Collected data entries
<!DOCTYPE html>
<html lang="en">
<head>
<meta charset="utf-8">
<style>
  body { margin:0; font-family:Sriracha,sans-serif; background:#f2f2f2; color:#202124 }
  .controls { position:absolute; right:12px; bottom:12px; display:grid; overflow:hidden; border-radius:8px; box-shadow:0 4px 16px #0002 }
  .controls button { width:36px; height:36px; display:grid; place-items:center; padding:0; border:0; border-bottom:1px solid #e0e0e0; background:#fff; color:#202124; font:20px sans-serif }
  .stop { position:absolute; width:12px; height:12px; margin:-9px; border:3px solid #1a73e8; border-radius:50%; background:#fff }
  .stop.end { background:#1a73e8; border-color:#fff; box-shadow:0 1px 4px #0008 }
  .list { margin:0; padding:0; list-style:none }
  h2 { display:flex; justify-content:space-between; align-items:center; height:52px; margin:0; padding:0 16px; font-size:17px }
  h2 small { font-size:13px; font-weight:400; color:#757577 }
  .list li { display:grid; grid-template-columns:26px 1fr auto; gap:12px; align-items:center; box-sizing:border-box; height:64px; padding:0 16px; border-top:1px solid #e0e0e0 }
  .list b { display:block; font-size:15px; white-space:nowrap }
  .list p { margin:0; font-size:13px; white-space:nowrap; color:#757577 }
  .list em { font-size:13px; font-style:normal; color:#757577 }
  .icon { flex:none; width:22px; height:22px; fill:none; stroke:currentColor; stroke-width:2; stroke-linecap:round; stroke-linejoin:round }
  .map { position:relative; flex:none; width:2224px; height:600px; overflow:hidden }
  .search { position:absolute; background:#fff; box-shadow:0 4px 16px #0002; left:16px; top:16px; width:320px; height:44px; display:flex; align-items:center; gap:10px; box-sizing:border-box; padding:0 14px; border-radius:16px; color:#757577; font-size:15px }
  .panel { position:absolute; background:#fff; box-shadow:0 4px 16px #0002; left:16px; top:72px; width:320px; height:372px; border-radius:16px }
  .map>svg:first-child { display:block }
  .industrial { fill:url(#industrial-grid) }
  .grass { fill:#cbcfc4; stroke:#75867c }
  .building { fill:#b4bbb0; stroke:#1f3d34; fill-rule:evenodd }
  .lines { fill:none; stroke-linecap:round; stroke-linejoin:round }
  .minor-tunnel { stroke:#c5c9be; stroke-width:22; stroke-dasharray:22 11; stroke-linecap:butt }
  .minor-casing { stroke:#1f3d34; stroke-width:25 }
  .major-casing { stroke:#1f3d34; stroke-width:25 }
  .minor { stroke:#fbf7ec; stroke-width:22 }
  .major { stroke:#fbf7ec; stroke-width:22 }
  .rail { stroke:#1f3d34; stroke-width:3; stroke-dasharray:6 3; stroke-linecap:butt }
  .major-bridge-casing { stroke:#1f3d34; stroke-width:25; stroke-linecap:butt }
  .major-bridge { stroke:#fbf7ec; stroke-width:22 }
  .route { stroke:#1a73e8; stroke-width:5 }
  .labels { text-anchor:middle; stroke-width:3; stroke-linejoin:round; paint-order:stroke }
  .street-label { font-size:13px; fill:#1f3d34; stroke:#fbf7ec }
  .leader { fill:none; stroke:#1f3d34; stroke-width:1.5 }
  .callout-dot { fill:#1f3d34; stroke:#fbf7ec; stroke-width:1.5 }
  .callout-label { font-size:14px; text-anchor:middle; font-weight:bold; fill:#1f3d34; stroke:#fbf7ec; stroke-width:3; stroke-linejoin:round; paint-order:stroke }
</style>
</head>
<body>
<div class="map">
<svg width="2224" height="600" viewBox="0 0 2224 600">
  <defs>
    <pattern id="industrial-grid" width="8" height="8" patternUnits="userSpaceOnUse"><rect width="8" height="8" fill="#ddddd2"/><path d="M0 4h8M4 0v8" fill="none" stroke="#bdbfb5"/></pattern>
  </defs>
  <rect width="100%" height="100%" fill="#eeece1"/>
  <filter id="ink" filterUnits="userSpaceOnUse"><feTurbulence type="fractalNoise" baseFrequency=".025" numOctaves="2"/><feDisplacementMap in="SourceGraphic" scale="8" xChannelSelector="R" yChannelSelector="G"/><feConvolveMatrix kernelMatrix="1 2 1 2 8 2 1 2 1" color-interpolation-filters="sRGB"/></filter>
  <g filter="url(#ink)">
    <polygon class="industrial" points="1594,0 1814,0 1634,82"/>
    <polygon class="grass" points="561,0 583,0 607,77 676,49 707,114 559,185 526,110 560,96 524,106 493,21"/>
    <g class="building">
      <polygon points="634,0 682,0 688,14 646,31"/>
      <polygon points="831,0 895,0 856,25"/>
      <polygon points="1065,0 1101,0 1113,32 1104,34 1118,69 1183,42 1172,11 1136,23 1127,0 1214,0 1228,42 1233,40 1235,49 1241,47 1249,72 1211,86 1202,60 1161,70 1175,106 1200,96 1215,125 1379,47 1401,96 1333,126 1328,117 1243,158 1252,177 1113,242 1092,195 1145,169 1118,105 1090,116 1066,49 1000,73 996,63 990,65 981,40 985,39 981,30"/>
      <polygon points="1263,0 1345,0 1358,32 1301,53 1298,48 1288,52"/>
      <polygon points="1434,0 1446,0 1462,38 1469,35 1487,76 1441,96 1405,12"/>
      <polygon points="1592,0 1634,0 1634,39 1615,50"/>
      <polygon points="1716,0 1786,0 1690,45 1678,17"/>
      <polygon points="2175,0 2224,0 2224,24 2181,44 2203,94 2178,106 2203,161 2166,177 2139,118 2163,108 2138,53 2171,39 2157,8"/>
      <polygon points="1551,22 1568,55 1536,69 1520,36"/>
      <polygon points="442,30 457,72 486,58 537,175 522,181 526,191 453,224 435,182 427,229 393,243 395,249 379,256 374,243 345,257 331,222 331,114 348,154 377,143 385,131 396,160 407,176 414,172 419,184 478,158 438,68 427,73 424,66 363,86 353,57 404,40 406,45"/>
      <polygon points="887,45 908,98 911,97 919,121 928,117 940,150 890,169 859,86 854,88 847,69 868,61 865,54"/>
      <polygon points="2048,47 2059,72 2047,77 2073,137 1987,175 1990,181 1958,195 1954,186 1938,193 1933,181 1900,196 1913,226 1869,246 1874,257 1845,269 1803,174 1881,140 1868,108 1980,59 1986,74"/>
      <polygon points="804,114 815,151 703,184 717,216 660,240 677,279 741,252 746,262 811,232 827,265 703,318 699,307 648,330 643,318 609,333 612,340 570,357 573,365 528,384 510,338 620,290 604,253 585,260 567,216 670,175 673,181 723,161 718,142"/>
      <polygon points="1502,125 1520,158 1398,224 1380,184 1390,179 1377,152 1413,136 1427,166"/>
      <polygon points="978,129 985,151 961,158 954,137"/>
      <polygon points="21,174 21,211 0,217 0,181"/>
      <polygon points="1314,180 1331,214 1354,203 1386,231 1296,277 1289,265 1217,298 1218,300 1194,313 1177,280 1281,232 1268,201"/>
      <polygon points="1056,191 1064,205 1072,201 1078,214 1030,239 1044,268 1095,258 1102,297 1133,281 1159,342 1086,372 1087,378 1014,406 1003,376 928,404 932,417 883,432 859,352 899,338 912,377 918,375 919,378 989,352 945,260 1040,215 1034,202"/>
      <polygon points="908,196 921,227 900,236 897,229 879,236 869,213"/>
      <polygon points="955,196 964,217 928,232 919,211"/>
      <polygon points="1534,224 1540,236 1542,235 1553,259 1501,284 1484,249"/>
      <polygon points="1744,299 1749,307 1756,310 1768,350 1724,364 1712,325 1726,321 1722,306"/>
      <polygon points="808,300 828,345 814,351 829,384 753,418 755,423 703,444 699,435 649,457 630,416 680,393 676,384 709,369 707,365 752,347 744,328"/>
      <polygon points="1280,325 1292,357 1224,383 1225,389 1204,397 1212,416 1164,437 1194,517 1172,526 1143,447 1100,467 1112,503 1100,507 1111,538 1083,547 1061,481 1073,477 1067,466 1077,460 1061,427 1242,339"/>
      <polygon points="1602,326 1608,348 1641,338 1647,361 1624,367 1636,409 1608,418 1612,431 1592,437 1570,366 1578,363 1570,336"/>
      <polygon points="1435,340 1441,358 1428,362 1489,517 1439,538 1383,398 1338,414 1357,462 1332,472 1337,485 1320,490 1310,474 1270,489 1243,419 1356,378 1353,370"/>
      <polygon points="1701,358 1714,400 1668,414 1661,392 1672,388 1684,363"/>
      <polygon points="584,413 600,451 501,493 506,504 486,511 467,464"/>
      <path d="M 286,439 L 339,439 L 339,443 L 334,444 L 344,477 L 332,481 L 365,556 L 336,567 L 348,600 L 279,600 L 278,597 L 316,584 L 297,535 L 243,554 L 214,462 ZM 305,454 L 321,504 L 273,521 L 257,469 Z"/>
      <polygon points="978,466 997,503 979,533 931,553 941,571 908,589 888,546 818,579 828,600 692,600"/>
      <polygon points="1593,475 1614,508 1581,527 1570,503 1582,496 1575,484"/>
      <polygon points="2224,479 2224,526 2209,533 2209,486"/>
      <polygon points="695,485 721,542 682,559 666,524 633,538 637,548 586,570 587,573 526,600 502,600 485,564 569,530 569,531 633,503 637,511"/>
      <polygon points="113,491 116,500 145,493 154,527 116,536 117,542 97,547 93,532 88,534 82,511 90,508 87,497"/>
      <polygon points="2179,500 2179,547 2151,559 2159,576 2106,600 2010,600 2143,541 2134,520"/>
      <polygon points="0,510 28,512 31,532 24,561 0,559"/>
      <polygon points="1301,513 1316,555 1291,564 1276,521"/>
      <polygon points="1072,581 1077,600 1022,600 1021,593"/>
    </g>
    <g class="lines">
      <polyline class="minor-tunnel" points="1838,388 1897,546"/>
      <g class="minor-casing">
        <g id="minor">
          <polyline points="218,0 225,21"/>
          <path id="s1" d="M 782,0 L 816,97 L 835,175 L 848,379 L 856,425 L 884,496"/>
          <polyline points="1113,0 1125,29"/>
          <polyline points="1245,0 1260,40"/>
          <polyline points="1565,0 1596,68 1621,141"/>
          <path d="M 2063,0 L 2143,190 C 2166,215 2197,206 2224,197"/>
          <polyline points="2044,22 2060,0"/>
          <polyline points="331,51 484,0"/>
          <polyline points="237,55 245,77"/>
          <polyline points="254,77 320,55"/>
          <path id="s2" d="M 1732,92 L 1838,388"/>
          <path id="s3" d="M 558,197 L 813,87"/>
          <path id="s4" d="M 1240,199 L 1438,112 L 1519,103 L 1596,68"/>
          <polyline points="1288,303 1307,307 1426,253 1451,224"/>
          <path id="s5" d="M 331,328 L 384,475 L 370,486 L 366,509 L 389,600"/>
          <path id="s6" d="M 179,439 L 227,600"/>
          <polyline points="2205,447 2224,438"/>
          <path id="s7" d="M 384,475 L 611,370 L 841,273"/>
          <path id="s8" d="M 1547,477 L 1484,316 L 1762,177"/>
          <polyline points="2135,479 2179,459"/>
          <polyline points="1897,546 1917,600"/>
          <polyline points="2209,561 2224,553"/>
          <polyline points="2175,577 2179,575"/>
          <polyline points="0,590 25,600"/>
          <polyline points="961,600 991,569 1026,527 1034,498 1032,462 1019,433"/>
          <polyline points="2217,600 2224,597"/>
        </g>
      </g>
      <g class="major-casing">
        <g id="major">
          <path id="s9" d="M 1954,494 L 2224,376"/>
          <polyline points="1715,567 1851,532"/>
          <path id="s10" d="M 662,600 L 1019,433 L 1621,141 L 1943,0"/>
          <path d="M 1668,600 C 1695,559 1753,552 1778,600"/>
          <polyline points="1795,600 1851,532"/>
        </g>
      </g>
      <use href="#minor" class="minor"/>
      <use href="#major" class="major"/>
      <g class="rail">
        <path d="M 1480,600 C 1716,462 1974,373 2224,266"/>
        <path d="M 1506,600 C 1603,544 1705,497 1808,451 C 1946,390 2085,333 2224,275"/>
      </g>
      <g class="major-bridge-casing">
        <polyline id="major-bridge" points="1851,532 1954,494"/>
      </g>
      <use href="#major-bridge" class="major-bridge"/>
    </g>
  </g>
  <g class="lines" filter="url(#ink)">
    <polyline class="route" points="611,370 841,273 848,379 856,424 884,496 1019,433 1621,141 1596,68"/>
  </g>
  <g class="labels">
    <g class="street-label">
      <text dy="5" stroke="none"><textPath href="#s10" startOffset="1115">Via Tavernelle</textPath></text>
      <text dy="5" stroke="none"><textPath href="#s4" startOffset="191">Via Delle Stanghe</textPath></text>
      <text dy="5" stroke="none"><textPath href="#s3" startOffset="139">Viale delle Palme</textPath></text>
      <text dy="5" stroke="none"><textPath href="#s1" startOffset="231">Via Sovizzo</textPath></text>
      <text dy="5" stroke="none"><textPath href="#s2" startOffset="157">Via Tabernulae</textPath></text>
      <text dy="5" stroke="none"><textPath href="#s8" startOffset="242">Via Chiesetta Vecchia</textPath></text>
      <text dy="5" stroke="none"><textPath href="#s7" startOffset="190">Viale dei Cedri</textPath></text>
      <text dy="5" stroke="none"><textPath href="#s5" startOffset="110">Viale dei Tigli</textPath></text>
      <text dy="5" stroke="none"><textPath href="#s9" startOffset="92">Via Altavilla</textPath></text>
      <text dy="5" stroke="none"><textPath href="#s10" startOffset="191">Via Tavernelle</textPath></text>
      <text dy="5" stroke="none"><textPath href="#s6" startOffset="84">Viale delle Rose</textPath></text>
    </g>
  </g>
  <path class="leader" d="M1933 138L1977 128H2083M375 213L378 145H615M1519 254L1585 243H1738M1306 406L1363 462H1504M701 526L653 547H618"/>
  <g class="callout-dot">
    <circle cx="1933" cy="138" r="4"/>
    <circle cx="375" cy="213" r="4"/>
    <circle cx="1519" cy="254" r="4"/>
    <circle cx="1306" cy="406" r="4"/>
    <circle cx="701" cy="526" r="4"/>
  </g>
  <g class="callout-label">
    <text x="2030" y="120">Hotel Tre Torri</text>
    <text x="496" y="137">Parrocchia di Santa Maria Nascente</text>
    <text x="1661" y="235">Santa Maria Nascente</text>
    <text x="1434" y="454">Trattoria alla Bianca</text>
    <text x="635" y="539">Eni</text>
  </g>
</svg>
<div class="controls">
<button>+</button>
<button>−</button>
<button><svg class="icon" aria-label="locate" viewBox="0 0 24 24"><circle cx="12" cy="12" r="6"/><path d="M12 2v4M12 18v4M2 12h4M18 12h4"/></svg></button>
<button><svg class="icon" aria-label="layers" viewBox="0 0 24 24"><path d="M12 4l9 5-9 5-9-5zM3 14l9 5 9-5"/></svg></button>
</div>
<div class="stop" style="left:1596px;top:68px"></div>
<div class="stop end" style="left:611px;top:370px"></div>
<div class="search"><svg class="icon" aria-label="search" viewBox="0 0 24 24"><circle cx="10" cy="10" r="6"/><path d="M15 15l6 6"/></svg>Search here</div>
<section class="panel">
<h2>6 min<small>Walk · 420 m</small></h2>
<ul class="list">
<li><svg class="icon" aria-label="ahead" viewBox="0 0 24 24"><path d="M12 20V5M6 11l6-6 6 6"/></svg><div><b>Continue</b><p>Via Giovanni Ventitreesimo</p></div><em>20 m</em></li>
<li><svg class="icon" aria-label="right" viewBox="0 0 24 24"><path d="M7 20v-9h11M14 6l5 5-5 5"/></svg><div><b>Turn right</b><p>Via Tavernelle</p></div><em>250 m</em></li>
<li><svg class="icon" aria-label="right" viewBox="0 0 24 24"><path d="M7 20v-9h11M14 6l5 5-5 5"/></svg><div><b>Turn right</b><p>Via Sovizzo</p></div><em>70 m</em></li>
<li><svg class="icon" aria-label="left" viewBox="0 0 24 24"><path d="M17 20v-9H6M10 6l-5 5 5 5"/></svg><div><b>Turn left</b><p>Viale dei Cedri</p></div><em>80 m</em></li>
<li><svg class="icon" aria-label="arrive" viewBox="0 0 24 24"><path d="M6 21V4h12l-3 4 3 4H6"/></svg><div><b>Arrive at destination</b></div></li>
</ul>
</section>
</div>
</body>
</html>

(EXERCISE) Count every line of the entries that includes "list", and say the number alone.

(YOUR RESPONSE) 6